So the second show was much more ambitious and of course we had zero rehearsal time for it too. This time along with all the crazy shit I had not only Hot Poop playing but also Dick Boner and the Bonerheads a pseudo James Brown soul review. This band had Hot Poop as the core plus a horn section and female dancers. And this time the no rehearsal part bit us in the butt big time. By intermission the show was already longer than the time I had hired the hall for (not that there was anyone around holding a stop watch but the nice girl hired by the facility did make me aware of this). It seemed like a zillion people kept coming up to me with questions or nagging of some kind. I was going nuts. We eventually cut two parts of the show and went straight to the Dick Boner finale. Which included Dick (real last name Miller) riding onto the stage (remember pristine classical music hall) on a motorcycle and doing doughnuts around a couple of times before dismounting and starting singing. When it was all over the facility people and the college went apeshit. What the hell had gone on here!! Tires tracks on the stage?? Needless to say we did not turn a profit on that show, all money going towards putting the hall back together. We had set up a fiddle to make money anyway. You had to be a nonprofit student organization in order to rent the hall in the first place and we had registered some bogus name and then brought in receipts from the first show so that we were able to get all the ticket money back through expenses. Which I'm sure went to buying more dope.

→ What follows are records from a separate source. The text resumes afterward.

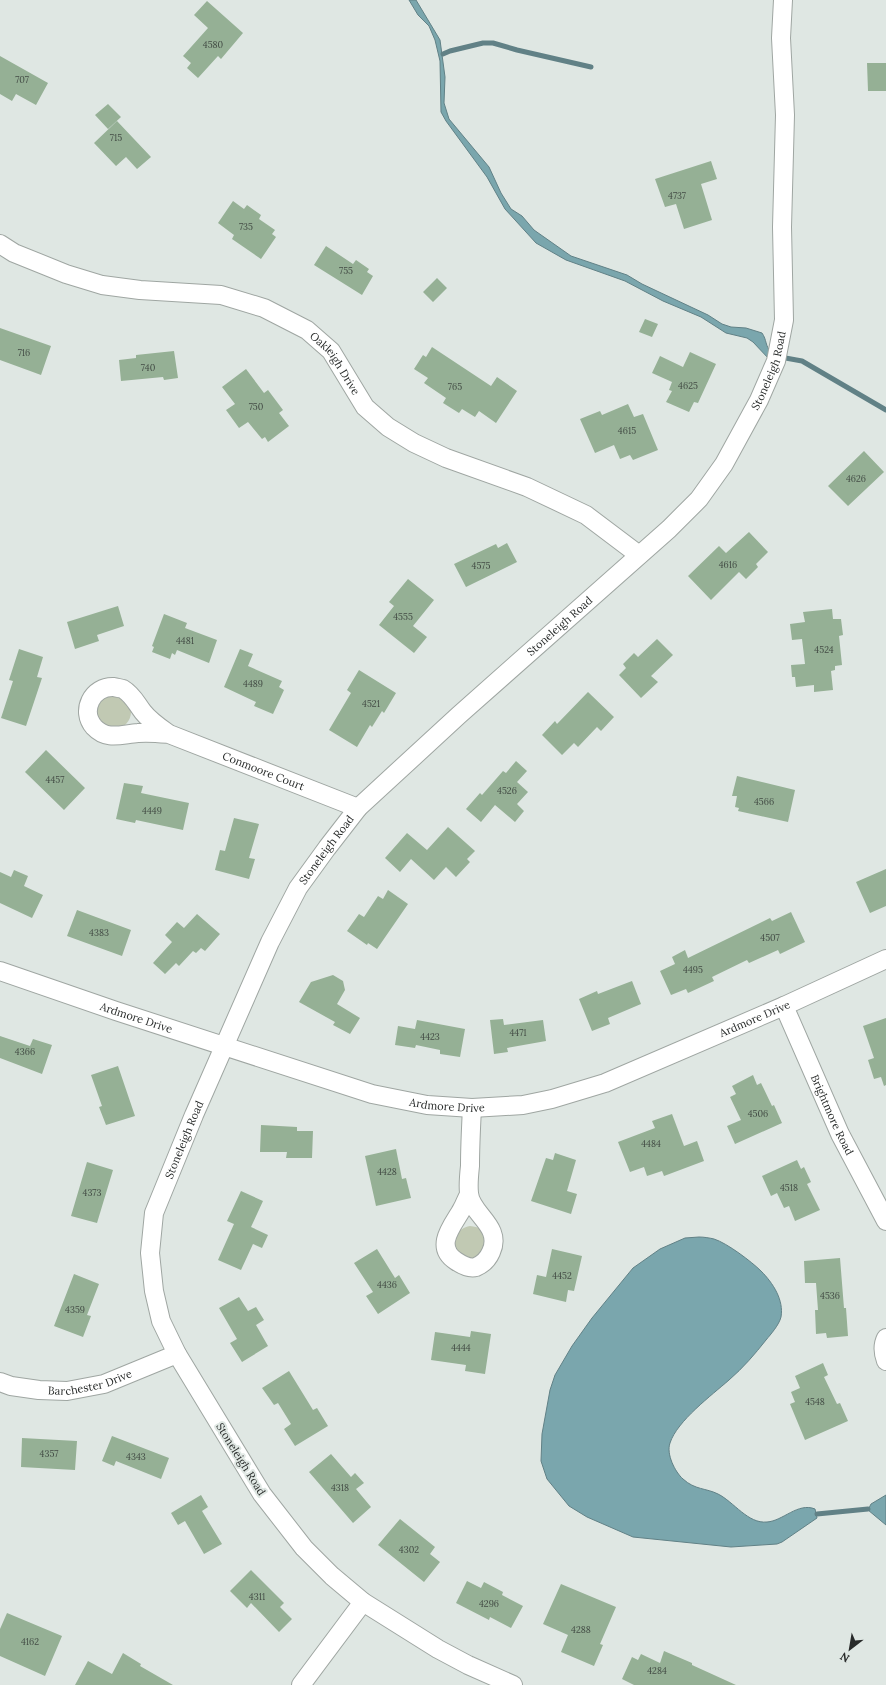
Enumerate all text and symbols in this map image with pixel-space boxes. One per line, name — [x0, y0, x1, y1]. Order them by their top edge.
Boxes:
house number: 4580 — [203, 39, 224, 50]
house number: 707 — [15, 74, 29, 85]
house number: 715 — [110, 132, 122, 143]
house number: 4737 — [668, 190, 686, 201]
house number: 735 — [239, 221, 253, 232]
house number: 755 — [339, 265, 353, 276]
street label: Oakleigh Drive — [307, 329, 363, 397]
street label: Stoneleigh Road — [748, 330, 789, 412]
house number: 716 — [18, 347, 30, 358]
house number: 740 — [141, 362, 156, 373]
house number: 4625 — [678, 380, 698, 391]
house number: 765 — [448, 381, 462, 392]
house number: 750 — [249, 401, 264, 412]
house number: 4615 — [618, 425, 636, 436]
house number: 4626 — [846, 473, 866, 484]
house number: 4616 — [719, 559, 737, 570]
house number: 4575 — [472, 560, 491, 571]
street label: Stoneleigh Road — [524, 593, 595, 659]
house number: 4555 — [393, 611, 413, 622]
house number: 4481 — [176, 635, 194, 646]
house number: 4524 — [814, 644, 834, 655]
house number: 4489 — [243, 678, 263, 689]
house number: 4521 — [362, 698, 380, 709]
street label: Conmoore Court — [220, 749, 307, 794]
house number: 4457 — [46, 774, 64, 785]
house number: 4526 — [497, 785, 517, 796]
house number: 4566 — [754, 796, 774, 807]
house number: 4449 — [142, 805, 162, 816]
street label: Stoneleigh Road — [296, 812, 357, 887]
house number: 4383 — [89, 927, 109, 938]
house number: 4507 — [760, 932, 780, 943]
house number: 4495 — [683, 964, 703, 975]
street label: Ardmore Drive — [716, 997, 792, 1040]
street label: Ardmore Drive — [97, 999, 174, 1036]
house number: 4471 — [509, 1027, 527, 1038]
house number: 4423 — [420, 1031, 440, 1042]
house number: 4366 — [15, 1046, 35, 1057]
street label: Brightmore Road — [808, 1072, 857, 1158]
street label: Ardmore Drive — [407, 1094, 485, 1115]
street label: Stoneleigh Road — [162, 1098, 207, 1181]
house number: 4506 — [748, 1108, 768, 1119]
house number: 4484 — [641, 1138, 661, 1149]
house number: 4428 — [377, 1166, 397, 1177]
house number: 4518 — [780, 1182, 798, 1193]
house number: 4373 — [83, 1187, 101, 1198]
house number: 4452 — [552, 1270, 572, 1281]
house number: 4436 — [377, 1279, 397, 1290]
house number: 4536 — [820, 1290, 840, 1301]
house number: 4359 — [65, 1304, 85, 1315]
house number: 4444 — [451, 1342, 471, 1353]
street label: Barchester Drive — [48, 1366, 134, 1398]
house number: 4548 — [805, 1396, 825, 1407]
street label: Stoneleigh Road — [213, 1420, 269, 1498]
house number: 4357 — [40, 1448, 58, 1459]
house number: 4343 — [126, 1451, 146, 1462]
house number: 4318 — [331, 1482, 349, 1493]
house number: 4302 — [399, 1544, 419, 1555]
house number: 4311 — [249, 1591, 265, 1602]
house number: 4296 — [479, 1598, 499, 1609]
house number: 4288 — [571, 1624, 591, 1635]
north arrow — [830, 1629, 870, 1669]
house number: 4162 — [21, 1636, 39, 1647]
text: N — [837, 1649, 852, 1666]
house number: 4284 — [647, 1665, 667, 1676]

After a while we added the guitar crane to our live show. Always ones to spare any expense I found a horseshoe shaped piece of 3/4 inch pipe somewhere, drilled a couple of holes in some 6 x6 inch lumber and stood the thing up. I drilled holes at the top of the curve and put in eye bolts and hung chains down to which I could attach my guitar. Then while playing I could swing up, hang by my knees and play the guitar upside down. What showmanship!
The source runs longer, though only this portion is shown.